AVAILABLE DATA Block Start

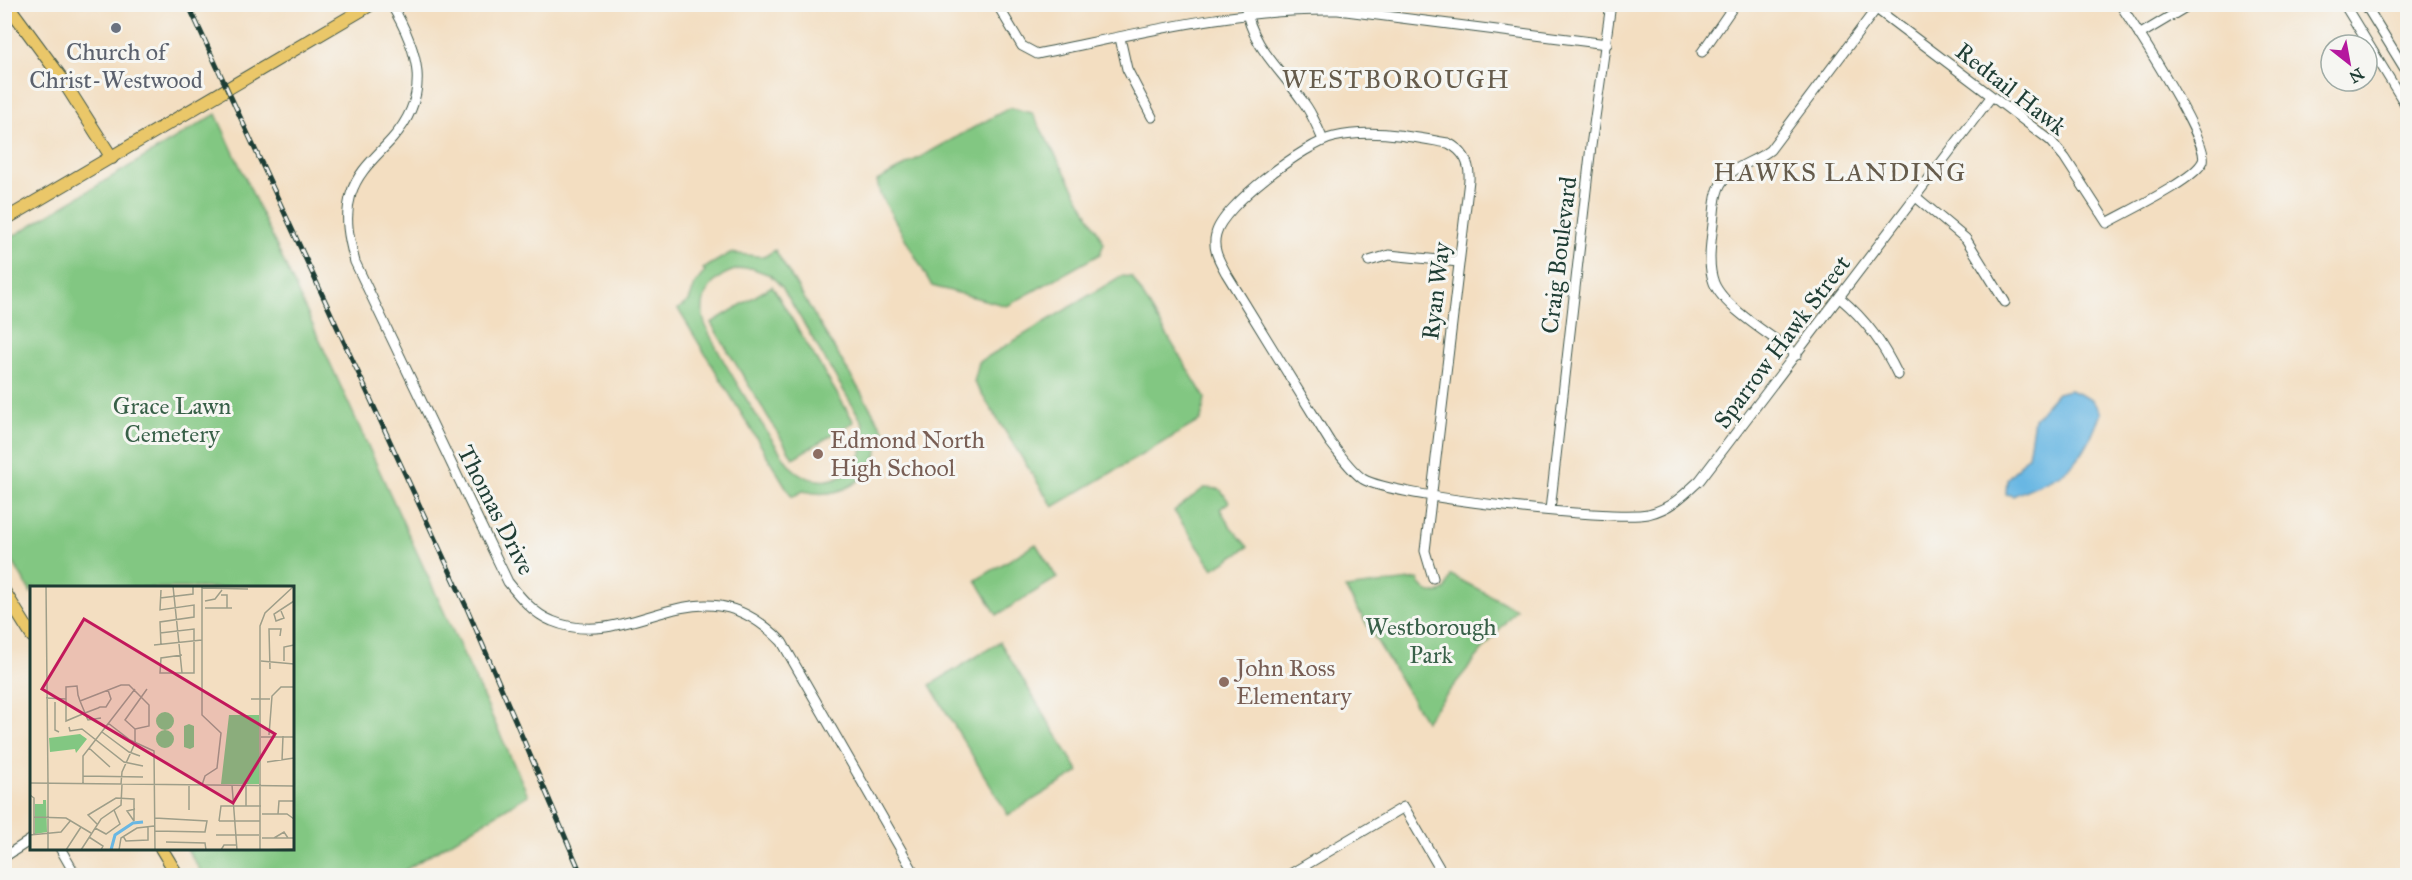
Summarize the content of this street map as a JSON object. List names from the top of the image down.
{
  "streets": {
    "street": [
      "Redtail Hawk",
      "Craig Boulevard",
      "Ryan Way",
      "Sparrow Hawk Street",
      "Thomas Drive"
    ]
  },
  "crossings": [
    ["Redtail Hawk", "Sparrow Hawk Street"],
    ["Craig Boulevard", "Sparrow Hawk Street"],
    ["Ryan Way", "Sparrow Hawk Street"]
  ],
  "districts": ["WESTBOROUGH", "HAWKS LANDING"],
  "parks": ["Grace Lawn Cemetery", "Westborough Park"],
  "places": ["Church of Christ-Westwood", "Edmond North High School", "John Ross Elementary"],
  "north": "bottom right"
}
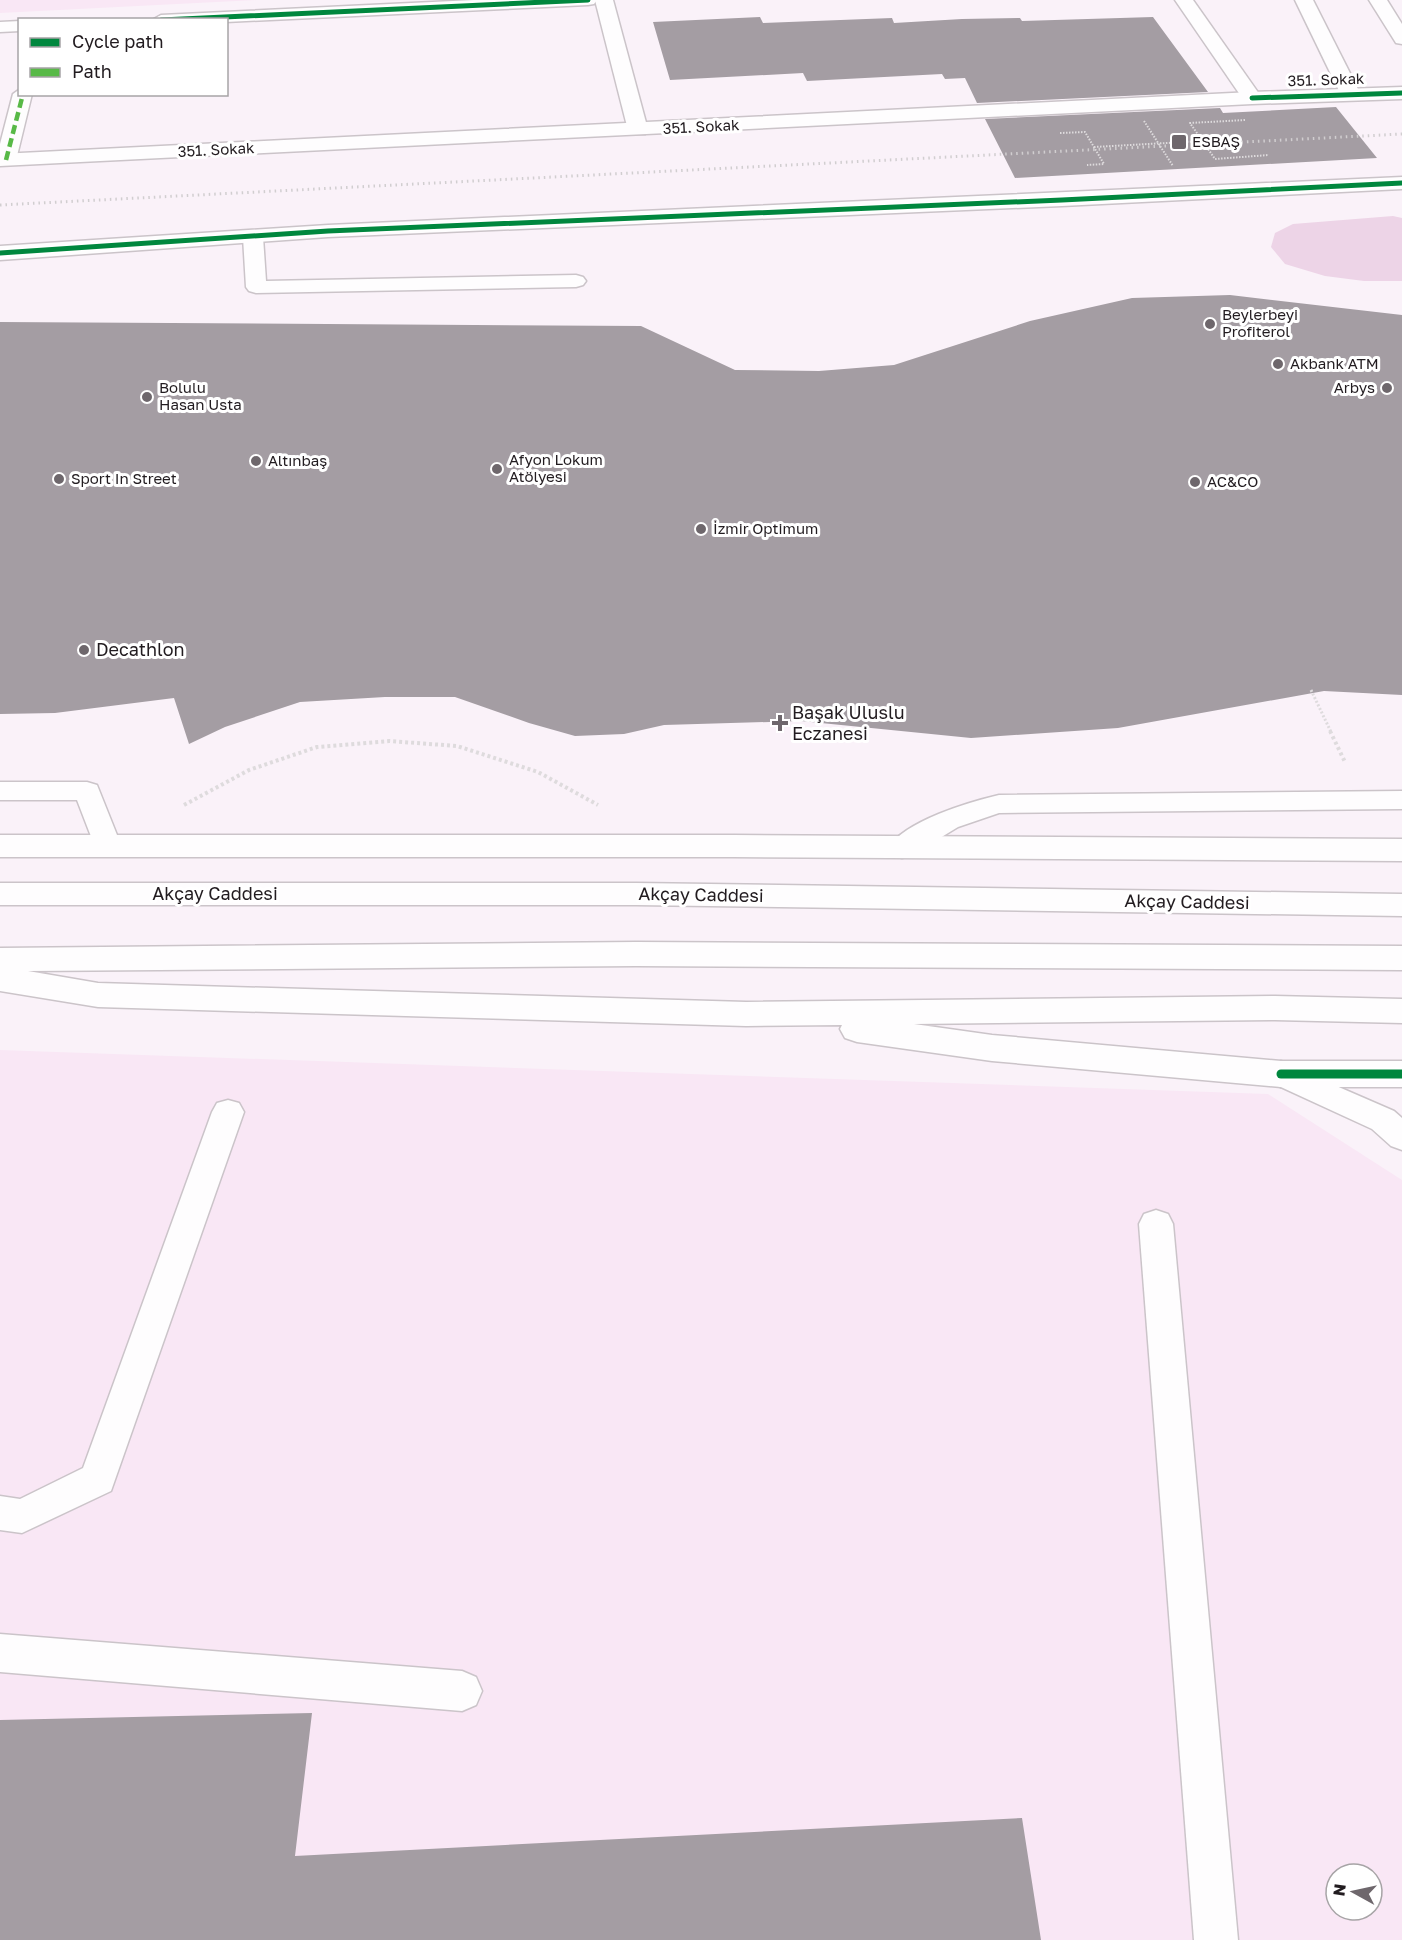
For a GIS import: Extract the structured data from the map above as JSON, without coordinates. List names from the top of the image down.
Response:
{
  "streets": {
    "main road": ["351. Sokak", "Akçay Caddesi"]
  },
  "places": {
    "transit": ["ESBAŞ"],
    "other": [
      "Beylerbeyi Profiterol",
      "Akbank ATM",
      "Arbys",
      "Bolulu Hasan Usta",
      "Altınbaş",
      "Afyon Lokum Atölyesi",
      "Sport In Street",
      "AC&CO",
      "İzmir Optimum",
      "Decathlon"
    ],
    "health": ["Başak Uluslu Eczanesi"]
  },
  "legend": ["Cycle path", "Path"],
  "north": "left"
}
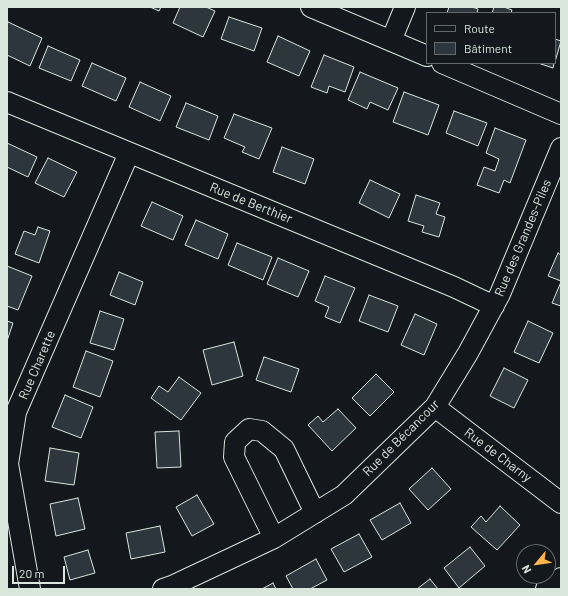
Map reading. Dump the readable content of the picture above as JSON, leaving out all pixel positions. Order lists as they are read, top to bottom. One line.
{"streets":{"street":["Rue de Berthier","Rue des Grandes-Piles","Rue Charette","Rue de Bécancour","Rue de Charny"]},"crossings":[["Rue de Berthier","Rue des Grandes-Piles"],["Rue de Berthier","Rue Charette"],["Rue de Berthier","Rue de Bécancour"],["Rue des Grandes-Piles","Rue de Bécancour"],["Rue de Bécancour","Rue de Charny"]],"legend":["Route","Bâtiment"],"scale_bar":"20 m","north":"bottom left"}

AVAILABLE DATA Block End

Output the records exactly, and let none of their pictures appear in the copy.

Summarize the content of this street map as a JSON object. List names from the top of the image down.
{
  "streets": {
    "street": [
      "Redtail Hawk",
      "Craig Boulevard",
      "Ryan Way",
      "Sparrow Hawk Street",
      "Thomas Drive"
    ]
  },
  "crossings": [
    ["Redtail Hawk", "Sparrow Hawk Street"],
    ["Craig Boulevard", "Sparrow Hawk Street"],
    ["Ryan Way", "Sparrow Hawk Street"]
  ],
  "districts": ["WESTBOROUGH", "HAWKS LANDING"],
  "parks": ["Grace Lawn Cemetery", "Westborough Park"],
  "places": ["Church of Christ-Westwood", "Edmond North High School", "John Ross Elementary"],
  "north": "bottom right"
}
For a GIS import: Extract the structured data from the map above as JSON, without coordinates. List names from the top of the image down.
Response:
{
  "streets": {
    "main road": ["351. Sokak", "Akçay Caddesi"]
  },
  "places": {
    "transit": ["ESBAŞ"],
    "other": [
      "Beylerbeyi Profiterol",
      "Akbank ATM",
      "Arbys",
      "Bolulu Hasan Usta",
      "Altınbaş",
      "Afyon Lokum Atölyesi",
      "Sport In Street",
      "AC&CO",
      "İzmir Optimum",
      "Decathlon"
    ],
    "health": ["Başak Uluslu Eczanesi"]
  },
  "legend": ["Cycle path", "Path"],
  "north": "left"
}
Map reading. Dump the readable content of the picture above as JSON, leaving out all pixel positions. Order lists as they are read, top to bottom. One line.
{"streets":{"street":["Rue de Berthier","Rue des Grandes-Piles","Rue Charette","Rue de Bécancour","Rue de Charny"]},"crossings":[["Rue de Berthier","Rue des Grandes-Piles"],["Rue de Berthier","Rue Charette"],["Rue de Berthier","Rue de Bécancour"],["Rue des Grandes-Piles","Rue de Bécancour"],["Rue de Bécancour","Rue de Charny"]],"legend":["Route","Bâtiment"],"scale_bar":"20 m","north":"bottom left"}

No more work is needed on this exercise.